(Data excerpts)

====================

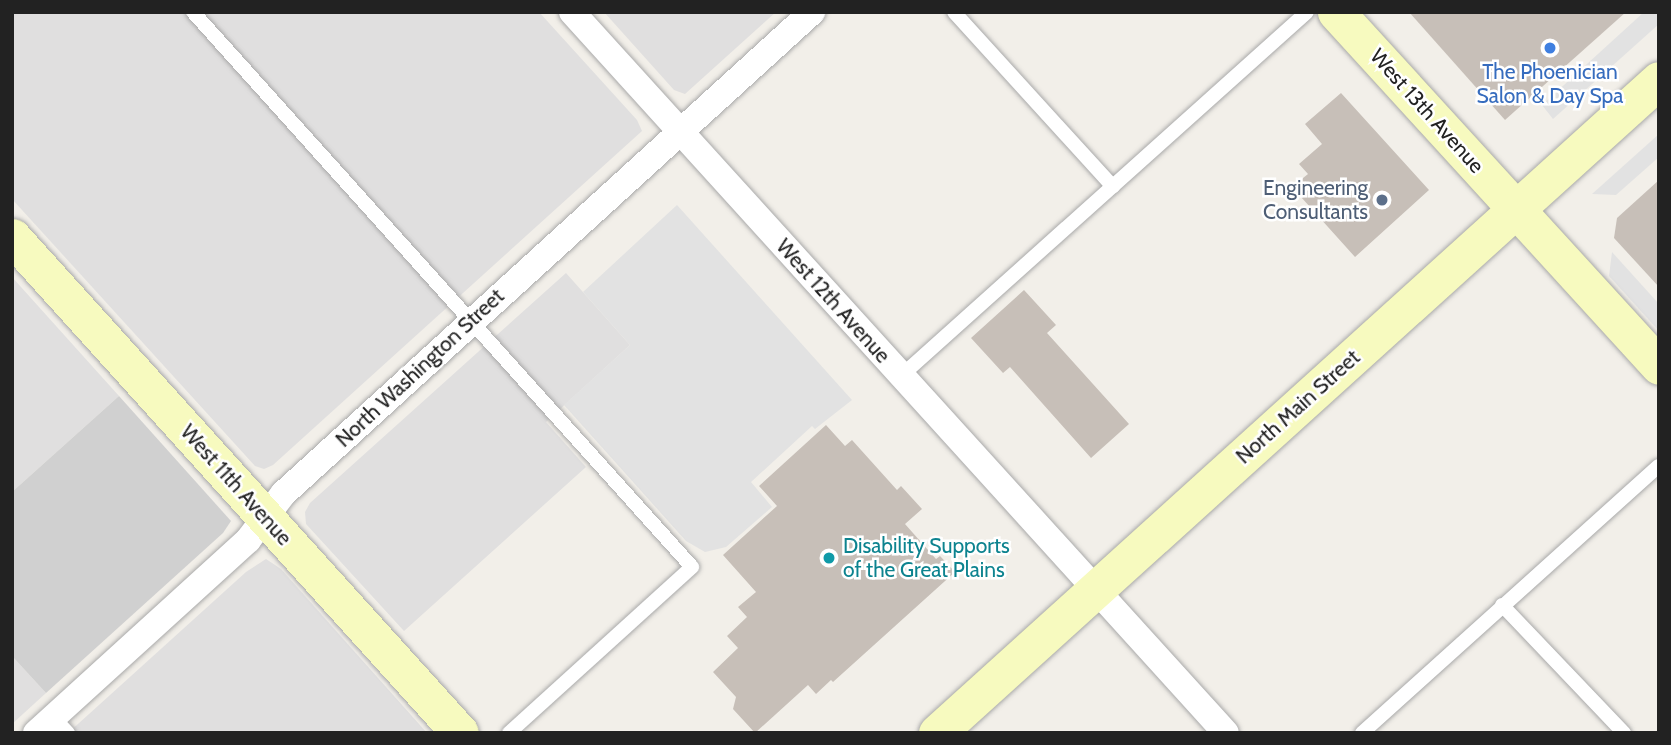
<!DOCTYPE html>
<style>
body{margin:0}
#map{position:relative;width:1671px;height:745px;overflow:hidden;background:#f2efe9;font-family:Cabin,sans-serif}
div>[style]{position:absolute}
.residential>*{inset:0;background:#e0dfdf}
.religious>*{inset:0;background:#d0d0d0}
.parking>*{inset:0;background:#e2e2e2}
.building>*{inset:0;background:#c7bfb8}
.roads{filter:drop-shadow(0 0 2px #a9a9a9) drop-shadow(0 0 2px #a9a9a9)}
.lane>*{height:14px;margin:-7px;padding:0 7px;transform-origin:7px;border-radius:7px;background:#fff}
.street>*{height:26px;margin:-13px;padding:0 13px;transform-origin:13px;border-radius:13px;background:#fff}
.secondary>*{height:37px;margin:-18.5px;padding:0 18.5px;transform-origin:18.5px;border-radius:18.5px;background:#f7fabf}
.dots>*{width:19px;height:19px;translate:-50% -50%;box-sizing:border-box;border:4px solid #fff;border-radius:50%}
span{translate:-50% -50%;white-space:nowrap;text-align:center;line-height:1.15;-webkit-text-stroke:5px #fff;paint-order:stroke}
.shop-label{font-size:21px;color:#366cbe}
.street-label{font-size:21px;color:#222}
.service-label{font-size:21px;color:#4e5e75}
.right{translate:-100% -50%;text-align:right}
.culture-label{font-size:21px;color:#0d838f}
.left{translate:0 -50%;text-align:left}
.frame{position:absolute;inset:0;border:14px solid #222;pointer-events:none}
</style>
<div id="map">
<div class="residential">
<div style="clip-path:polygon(12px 12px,539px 12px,637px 120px,642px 131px,273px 465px,264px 469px,255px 466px,12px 199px)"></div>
<div style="clip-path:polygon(604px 12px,776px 12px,685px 94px,674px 90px)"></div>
<div style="clip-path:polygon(566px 273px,630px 345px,546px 422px,586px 467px,404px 631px,306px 524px,305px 512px,310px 503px)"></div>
<div style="clip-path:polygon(12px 277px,119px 396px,12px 492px)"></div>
<div style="clip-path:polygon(266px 559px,281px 569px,427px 733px,68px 733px,246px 572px)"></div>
<div style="clip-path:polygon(12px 656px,46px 693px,12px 724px)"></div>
</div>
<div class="religious">
<div style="clip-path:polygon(119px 396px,231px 521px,223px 533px,46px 693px,12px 656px,12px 492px)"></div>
</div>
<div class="parking">
<div style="clip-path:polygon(1644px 12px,1659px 12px,1659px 24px,1553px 119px,1542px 105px)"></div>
<div style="clip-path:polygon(1659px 134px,1659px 157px,1616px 195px,1592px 194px)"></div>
<div style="clip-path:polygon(677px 205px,852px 400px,815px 429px,812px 426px,751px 482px,772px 507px,726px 547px,705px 552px,686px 541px,564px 405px,630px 345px,583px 292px)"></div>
<div style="clip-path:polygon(1612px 252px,1659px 304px,1659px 331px,1609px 276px)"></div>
</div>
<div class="building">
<div style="clip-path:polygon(1409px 12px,1626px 12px,1505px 120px)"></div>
<div style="clip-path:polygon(1341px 93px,1429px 190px,1355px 257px,1292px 187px,1308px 174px,1299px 164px,1322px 144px,1305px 124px)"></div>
<div style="clip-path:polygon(1659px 180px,1659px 287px,1614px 238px,1617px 218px)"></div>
<div style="clip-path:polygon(1024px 290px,1056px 325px,1047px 333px,1129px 424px,1091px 458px,1010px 367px,1003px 373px,971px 338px)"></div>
<div style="clip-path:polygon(826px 425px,845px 446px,852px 440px,897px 490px,901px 486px,922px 509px,905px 524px,936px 559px,940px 556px,955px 572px,833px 682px,831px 680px,816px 694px,808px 685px,755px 733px,733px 709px,736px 697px,713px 672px,738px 648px,727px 636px,747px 617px,738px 607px,756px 592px,723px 555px,777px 506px,759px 486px)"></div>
</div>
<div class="roads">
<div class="lane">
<div style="left:193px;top:12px;width:746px;rotate:48.04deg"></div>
<div style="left:692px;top:567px;width:247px;rotate:137.8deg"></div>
<div style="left:954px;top:12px;width:236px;rotate:47.7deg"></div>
<div style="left:901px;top:376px;width:545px;rotate:-41.88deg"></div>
<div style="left:1502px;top:605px;width:177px;rotate:46.4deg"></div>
<div style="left:53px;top:717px;width:22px;rotate:47deg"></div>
<div style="left:1362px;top:733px;width:399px;rotate:-42deg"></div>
</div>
<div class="street">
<div style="left:572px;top:12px;width:973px;rotate:47.79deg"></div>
<div style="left:36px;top:733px;width:287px;rotate:-42.3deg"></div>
<div style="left:248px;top:540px;width:58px;rotate:-52.7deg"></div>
<div style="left:283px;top:494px;width:716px;rotate:-42.34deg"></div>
</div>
<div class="secondary">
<div style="left:1336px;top:12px;width:479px;rotate:47.6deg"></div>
<div style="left:12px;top:237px;width:668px;rotate:47.91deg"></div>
<div style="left:937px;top:733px;width:973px;rotate:-42.13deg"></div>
</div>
</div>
<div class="dots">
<div style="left:1550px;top:48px;background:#3f7fe0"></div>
<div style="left:1382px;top:200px;background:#5c6f8a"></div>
<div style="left:829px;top:558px;background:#0f9aa8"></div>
</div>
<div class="shop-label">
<span style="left:1550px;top:84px">The Phoenician<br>Salon &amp; Day Spa</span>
</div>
<div class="street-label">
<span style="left:1427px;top:111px;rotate:48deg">West 13th Avenue</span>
<span style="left:833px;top:301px;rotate:48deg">West 12th Avenue</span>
<span style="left:420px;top:368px;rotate:-43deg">North Washington Street</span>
<span style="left:1298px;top:407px;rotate:-42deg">North Main Street</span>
<span style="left:236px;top:485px;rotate:48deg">West 11th Avenue</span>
</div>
<div class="service-label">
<span class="right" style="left:1368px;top:200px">Engineering<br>Consultants</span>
</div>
<div class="culture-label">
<span class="left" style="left:843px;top:558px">Disability Supports<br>of the Great Plains</span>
</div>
<div class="frame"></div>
</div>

====================

EXERCISE DESCRIPTION: Find and copy each line above holding "lane".

RESULT OF THE EXERCISE:
.lane>*{height:14px;margin:-7px;padding:0 7px;transform-origin:7px;border-radius:7px;background:#fff}
<div class="lane">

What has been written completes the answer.